> DATA UNDER STUDY
*** Block opens ***

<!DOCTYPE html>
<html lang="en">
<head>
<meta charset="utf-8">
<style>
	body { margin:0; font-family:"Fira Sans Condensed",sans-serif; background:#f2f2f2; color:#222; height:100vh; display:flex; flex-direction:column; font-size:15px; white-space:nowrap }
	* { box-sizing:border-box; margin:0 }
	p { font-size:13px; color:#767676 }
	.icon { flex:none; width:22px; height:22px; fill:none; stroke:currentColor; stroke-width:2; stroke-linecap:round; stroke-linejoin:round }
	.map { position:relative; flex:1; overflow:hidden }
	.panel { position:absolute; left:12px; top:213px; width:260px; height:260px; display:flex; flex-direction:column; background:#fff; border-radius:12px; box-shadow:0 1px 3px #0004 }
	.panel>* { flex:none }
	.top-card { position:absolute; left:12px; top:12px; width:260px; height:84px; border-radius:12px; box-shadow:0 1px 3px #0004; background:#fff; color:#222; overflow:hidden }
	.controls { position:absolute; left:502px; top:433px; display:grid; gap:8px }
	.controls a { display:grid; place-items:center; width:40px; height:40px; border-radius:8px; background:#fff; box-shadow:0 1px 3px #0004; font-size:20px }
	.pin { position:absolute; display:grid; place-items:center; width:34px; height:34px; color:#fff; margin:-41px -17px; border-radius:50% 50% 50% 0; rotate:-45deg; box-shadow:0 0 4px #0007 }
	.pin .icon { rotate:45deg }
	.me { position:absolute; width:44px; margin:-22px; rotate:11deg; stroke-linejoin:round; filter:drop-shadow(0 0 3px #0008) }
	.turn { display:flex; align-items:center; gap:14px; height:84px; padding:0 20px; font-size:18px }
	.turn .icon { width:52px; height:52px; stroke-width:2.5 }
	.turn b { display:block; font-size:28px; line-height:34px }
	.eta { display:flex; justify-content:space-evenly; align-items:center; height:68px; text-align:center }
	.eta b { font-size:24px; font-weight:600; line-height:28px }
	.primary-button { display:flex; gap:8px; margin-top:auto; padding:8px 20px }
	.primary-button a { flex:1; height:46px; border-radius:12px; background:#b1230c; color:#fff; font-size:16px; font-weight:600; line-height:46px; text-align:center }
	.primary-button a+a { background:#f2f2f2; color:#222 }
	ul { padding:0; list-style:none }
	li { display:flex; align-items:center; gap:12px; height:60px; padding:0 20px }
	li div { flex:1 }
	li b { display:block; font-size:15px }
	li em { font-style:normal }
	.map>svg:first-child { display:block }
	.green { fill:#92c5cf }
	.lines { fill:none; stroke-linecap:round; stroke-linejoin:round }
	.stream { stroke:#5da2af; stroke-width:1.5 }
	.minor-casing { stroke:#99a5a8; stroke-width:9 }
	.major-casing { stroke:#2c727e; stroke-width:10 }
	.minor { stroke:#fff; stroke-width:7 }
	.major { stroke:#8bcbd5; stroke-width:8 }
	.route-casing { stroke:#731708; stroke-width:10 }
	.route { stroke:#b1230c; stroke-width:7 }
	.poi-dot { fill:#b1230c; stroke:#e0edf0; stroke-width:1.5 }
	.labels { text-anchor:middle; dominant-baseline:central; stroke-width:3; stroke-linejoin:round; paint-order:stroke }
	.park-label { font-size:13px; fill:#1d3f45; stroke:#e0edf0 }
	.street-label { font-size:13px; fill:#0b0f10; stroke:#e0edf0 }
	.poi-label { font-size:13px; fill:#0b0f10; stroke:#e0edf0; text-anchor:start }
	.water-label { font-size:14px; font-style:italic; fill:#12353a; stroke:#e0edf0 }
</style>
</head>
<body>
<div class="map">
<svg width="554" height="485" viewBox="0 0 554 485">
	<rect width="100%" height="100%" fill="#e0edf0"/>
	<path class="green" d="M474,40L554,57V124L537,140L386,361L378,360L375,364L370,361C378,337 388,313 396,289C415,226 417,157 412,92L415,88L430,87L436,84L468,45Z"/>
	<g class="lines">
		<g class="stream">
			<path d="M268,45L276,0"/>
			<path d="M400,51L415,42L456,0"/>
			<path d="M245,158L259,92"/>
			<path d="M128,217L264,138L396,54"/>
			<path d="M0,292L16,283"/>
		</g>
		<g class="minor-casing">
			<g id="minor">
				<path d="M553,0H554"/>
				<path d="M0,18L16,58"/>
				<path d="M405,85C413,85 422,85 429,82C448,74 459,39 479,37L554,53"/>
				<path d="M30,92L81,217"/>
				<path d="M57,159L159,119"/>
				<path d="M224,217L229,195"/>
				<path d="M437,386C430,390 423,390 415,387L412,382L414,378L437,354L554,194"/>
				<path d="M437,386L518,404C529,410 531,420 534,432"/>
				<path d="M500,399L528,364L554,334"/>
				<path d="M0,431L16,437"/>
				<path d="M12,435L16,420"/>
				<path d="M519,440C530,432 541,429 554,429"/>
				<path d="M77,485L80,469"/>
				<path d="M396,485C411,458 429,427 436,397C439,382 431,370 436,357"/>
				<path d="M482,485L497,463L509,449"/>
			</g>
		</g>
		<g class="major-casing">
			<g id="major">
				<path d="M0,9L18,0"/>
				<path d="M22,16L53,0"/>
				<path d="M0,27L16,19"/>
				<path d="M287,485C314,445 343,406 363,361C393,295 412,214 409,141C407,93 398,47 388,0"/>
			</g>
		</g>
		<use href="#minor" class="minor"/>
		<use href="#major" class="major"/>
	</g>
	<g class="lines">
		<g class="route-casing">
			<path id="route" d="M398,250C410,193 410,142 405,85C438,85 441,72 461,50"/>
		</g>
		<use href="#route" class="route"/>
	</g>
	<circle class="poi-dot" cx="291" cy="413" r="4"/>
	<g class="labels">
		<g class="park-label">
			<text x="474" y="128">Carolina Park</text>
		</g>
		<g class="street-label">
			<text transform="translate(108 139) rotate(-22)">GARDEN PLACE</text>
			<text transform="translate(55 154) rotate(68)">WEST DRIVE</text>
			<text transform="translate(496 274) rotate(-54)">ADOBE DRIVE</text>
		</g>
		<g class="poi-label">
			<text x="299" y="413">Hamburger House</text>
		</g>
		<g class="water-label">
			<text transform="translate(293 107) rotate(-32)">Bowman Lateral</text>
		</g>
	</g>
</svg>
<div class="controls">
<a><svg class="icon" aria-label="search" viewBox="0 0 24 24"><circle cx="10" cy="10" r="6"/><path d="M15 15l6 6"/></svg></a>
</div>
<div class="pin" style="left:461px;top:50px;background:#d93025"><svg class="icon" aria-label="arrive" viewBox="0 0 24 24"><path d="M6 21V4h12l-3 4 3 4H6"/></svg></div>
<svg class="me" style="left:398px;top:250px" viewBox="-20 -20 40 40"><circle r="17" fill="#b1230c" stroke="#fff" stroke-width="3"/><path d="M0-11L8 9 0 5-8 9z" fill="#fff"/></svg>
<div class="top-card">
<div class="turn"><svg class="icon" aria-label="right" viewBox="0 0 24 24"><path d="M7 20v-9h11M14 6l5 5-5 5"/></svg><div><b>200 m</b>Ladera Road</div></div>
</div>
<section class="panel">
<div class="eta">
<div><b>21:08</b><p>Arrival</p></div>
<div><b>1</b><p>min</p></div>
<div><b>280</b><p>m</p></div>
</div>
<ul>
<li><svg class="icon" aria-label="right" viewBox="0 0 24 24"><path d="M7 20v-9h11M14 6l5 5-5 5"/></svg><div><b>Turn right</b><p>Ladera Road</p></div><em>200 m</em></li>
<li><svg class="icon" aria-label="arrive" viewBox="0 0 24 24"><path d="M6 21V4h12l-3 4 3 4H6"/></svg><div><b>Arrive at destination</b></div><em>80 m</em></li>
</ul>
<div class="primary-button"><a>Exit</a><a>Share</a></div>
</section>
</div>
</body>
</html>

*** Block closes ***
*** Block opens ***

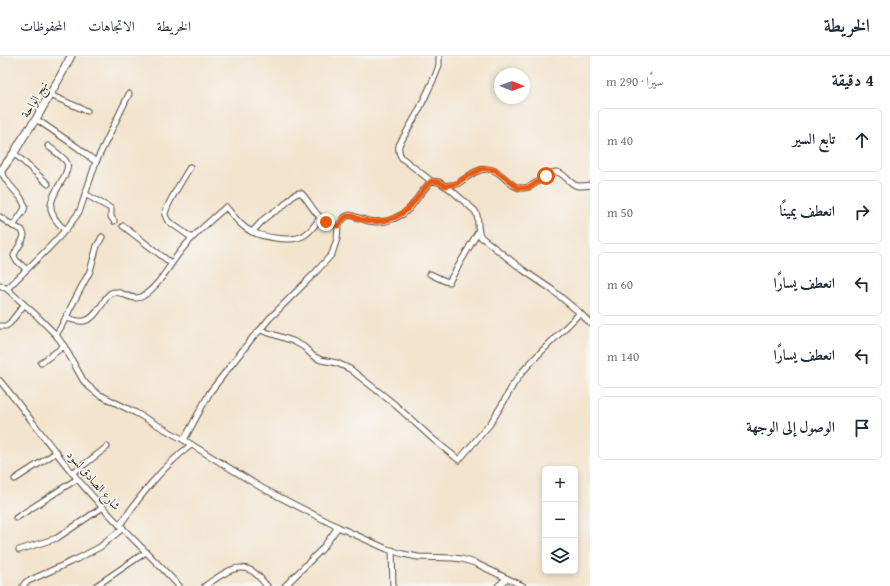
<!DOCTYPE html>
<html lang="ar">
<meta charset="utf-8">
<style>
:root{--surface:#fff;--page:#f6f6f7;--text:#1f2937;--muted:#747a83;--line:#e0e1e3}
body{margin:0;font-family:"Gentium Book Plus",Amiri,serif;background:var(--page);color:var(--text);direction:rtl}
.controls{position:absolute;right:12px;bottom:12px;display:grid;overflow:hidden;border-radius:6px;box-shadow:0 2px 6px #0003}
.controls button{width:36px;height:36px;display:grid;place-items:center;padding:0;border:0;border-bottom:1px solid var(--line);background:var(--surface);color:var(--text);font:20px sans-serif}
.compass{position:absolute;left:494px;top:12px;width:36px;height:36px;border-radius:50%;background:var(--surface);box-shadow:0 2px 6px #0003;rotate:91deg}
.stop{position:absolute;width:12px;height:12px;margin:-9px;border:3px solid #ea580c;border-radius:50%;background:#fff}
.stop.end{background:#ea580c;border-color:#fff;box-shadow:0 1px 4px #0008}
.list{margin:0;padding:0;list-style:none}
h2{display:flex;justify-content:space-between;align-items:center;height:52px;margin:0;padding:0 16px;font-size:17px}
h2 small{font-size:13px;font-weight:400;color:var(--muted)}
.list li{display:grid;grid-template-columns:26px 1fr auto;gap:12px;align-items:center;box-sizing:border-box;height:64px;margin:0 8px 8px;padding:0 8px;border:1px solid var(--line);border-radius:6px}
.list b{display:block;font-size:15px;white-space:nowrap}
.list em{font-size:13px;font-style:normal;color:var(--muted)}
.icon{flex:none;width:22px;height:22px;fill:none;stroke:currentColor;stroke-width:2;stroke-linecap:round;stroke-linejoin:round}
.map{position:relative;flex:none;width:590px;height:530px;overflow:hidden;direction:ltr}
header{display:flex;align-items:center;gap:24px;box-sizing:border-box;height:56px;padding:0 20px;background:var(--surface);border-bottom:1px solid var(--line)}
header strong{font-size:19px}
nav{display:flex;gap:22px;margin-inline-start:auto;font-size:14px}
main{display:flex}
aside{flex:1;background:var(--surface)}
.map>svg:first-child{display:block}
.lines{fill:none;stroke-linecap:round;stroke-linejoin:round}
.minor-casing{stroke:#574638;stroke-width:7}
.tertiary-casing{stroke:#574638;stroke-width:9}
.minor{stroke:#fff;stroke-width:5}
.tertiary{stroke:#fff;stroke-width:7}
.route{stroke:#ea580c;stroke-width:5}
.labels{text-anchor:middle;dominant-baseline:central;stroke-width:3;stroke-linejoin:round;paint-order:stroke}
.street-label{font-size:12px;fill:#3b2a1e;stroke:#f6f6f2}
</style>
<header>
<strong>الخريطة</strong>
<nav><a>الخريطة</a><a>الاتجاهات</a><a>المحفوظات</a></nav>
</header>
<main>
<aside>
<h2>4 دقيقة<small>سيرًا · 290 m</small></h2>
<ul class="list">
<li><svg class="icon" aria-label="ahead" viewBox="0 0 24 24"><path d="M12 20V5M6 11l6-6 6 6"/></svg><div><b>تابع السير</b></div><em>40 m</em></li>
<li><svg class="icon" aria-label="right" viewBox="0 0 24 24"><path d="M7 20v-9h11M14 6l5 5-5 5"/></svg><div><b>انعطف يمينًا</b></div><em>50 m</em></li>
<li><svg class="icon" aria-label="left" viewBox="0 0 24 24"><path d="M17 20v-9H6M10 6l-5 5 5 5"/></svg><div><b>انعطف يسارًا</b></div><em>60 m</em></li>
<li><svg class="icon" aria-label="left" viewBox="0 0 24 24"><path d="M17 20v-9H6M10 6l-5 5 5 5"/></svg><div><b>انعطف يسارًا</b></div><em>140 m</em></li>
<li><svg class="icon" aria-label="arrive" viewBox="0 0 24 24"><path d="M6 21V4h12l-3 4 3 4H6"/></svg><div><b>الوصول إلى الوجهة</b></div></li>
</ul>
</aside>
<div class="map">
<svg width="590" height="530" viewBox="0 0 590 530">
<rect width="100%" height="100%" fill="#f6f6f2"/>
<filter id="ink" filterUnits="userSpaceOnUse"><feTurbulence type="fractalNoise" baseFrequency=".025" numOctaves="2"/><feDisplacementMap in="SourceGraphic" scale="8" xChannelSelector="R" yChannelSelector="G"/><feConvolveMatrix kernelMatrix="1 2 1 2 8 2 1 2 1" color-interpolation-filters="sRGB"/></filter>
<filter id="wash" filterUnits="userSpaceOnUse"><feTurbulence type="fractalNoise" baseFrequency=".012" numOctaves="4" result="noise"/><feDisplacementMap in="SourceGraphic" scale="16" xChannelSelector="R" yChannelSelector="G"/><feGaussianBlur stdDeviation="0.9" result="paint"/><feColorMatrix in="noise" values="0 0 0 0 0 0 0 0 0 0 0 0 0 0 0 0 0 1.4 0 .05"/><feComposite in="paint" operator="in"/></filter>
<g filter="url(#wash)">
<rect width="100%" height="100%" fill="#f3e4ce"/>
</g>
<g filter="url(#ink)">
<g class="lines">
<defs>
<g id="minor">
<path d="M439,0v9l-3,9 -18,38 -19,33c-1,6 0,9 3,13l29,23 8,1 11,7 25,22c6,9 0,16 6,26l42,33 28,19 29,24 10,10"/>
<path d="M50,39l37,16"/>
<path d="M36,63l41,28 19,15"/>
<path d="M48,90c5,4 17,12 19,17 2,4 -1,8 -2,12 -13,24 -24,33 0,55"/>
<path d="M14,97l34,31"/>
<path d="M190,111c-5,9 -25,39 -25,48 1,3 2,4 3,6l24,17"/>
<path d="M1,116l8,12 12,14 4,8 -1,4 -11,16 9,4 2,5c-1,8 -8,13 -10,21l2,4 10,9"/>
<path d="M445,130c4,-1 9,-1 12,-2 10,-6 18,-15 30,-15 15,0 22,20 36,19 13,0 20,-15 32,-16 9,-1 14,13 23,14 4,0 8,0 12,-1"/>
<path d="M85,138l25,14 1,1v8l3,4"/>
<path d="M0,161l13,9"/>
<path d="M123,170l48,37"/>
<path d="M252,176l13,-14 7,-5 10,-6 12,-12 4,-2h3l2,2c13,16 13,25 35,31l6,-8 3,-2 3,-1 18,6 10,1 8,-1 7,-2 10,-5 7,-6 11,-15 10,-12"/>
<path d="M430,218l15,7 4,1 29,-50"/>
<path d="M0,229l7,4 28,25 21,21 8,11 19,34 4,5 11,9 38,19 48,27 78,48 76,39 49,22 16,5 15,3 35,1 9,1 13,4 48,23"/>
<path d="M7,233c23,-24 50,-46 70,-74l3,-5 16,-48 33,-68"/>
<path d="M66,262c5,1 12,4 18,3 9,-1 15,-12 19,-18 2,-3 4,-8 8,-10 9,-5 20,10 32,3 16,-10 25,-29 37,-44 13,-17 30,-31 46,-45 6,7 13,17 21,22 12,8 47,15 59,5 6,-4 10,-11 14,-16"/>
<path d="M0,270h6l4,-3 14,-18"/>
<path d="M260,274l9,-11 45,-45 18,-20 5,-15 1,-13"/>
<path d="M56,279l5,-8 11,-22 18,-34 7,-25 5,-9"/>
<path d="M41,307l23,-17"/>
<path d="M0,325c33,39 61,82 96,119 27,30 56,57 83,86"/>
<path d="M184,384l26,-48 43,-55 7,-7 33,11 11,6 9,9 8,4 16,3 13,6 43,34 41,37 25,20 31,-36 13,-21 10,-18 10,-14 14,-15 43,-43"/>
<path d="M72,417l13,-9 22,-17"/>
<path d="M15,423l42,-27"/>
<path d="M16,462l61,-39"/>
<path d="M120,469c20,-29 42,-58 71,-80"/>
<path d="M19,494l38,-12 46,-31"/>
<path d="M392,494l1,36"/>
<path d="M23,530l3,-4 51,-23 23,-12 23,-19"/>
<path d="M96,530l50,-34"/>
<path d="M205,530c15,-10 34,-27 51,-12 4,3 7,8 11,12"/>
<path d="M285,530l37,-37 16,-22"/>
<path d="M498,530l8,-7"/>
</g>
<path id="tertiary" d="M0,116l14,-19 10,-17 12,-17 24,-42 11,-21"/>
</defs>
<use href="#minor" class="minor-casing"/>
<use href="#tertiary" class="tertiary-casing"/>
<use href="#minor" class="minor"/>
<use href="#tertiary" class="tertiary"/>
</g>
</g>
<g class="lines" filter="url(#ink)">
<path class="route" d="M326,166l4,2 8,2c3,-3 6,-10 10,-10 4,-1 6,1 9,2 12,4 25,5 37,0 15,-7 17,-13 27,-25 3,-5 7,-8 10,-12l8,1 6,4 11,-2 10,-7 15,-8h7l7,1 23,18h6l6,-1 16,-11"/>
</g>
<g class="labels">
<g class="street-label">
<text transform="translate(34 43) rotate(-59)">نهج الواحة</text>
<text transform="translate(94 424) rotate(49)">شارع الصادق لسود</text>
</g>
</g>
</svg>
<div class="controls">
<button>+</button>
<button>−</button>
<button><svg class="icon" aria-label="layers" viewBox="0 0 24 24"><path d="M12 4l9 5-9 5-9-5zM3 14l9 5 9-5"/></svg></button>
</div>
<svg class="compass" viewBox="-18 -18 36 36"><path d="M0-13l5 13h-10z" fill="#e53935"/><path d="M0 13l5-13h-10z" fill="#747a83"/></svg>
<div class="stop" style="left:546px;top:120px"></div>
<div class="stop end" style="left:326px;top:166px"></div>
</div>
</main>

*** Block closes ***
*** Block opens ***

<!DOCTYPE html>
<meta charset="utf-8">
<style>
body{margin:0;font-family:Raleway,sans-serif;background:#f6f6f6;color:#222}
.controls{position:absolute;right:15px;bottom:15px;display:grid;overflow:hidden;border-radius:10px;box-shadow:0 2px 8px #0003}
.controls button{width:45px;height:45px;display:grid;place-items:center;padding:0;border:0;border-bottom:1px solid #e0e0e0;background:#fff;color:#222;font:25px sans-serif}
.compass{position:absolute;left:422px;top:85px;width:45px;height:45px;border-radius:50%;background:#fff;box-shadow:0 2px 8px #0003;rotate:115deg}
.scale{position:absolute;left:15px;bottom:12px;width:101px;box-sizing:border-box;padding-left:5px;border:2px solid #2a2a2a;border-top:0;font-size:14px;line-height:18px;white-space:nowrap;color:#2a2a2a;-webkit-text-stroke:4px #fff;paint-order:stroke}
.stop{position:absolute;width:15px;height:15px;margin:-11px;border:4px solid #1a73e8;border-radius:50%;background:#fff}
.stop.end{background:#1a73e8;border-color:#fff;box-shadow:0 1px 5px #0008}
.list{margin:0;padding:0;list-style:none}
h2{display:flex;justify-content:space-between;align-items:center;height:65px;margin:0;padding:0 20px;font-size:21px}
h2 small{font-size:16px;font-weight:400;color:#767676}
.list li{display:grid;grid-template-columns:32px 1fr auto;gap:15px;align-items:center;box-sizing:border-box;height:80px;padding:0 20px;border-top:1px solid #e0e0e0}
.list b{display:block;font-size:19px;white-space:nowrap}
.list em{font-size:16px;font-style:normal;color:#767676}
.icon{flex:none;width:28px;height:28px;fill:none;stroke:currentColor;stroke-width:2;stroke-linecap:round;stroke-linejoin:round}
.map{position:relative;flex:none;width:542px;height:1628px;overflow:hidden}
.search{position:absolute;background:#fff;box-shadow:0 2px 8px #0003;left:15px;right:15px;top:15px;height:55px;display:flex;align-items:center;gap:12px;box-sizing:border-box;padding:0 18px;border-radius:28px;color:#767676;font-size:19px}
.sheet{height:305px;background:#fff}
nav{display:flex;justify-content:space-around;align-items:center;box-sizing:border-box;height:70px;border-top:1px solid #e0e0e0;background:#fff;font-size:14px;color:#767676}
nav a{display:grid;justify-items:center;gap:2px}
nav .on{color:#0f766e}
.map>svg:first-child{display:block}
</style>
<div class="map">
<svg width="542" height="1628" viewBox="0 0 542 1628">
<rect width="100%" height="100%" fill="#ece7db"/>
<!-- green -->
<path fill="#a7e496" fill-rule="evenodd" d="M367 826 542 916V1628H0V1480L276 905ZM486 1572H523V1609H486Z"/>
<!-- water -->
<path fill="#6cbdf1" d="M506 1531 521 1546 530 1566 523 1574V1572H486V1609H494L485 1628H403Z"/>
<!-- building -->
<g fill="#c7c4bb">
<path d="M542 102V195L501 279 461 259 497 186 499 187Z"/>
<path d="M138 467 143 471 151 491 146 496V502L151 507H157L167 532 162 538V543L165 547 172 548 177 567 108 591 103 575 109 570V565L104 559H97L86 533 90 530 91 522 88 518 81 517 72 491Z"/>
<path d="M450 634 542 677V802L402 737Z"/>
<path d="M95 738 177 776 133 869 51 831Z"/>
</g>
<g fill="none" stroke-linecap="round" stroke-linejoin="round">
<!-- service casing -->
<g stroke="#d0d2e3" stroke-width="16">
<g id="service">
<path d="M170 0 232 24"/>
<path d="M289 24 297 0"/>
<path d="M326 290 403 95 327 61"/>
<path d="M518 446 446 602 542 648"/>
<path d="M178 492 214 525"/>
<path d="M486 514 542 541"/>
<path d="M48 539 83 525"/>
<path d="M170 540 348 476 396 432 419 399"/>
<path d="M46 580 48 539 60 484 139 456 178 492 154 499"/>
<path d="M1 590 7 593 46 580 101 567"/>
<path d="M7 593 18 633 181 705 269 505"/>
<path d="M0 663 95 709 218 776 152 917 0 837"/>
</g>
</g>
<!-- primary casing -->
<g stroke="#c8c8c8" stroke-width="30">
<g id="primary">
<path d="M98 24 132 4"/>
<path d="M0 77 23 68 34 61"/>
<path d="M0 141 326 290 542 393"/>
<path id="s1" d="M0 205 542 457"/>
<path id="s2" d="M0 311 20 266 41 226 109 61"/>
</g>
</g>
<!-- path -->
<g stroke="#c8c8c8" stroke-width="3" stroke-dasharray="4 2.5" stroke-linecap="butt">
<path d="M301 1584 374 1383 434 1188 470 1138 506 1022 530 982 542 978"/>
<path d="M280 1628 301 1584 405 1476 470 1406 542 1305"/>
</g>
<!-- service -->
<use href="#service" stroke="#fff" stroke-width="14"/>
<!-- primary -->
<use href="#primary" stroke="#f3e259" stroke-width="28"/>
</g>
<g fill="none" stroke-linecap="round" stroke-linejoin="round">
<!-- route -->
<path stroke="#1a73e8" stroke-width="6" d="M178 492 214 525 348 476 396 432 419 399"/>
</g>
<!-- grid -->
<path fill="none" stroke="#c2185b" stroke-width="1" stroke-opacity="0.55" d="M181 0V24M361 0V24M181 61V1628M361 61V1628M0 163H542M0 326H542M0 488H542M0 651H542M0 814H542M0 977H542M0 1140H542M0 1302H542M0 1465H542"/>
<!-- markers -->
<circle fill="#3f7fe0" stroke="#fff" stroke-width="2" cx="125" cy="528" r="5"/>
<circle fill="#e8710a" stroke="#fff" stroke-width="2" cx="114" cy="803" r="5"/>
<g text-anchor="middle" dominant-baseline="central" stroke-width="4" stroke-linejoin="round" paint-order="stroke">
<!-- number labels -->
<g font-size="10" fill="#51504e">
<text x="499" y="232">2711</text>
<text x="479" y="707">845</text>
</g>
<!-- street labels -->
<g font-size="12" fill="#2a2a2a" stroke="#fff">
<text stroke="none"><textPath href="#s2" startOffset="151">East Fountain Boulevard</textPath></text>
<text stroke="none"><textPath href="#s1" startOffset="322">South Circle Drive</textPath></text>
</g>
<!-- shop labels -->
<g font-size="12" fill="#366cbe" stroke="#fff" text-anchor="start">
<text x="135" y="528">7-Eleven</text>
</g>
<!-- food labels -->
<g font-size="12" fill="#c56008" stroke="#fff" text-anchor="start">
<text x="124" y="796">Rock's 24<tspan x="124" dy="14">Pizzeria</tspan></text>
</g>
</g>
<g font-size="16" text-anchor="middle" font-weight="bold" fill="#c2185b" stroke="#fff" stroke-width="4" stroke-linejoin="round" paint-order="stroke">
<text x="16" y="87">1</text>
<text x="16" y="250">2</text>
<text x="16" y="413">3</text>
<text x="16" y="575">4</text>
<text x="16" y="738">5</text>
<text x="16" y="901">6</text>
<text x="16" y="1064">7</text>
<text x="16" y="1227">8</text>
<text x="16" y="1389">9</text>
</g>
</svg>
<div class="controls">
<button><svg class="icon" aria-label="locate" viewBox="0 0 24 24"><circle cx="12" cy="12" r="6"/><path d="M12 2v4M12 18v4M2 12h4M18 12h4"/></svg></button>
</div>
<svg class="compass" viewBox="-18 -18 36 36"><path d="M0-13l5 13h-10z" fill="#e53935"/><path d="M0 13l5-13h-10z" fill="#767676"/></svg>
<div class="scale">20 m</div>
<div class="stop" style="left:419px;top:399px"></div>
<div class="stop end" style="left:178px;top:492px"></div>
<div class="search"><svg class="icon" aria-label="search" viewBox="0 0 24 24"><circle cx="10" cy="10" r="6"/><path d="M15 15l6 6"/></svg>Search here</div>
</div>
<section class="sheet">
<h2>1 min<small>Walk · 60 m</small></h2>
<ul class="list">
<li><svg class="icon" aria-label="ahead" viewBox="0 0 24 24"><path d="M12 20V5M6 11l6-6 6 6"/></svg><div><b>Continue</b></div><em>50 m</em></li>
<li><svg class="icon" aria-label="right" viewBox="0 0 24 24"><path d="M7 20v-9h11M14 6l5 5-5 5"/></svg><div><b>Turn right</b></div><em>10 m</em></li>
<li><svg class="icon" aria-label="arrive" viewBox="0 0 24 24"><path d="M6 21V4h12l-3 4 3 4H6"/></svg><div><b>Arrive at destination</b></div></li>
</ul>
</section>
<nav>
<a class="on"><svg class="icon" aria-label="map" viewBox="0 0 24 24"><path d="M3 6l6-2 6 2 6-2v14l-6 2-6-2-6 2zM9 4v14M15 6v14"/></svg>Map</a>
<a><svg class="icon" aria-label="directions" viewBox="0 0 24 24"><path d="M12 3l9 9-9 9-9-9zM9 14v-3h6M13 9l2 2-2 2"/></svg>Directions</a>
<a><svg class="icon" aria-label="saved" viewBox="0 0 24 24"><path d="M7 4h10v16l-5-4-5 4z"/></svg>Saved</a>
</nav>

*** Block closes ***

> ACTIVITY
Pull every line containing "userSpaceOnUse" from the data.

> SOLUTION TO THE PROBLEM
<filter id="ink" filterUnits="userSpaceOnUse"><feTurbulence type="fractalNoise" baseFrequency=".025" numOctaves="2"/><feDisplacementMap in="SourceGraphic" scale="8" xChannelSelector="R" yChannelSelector="G"/><feConvolveMatrix kernelMatrix="1 2 1 2 8 2 1 2 1" color-interpolation-filters="sRGB"/></filter>
<filter id="wash" filterUnits="userSpaceOnUse"><feTurbulence type="fractalNoise" baseFrequency=".012" numOctaves="4" result="noise"/><feDisplacementMap in="SourceGraphic" scale="16" xChannelSelector="R" yChannelSelector="G"/><feGaussianBlur stdDeviation="0.9" result="paint"/><feColorMatrix in="noise" values="0 0 0 0 0 0 0 0 0 0 0 0 0 0 0 0 0 1.4 0 .05"/><feComposite in="paint" operator="in"/></filter>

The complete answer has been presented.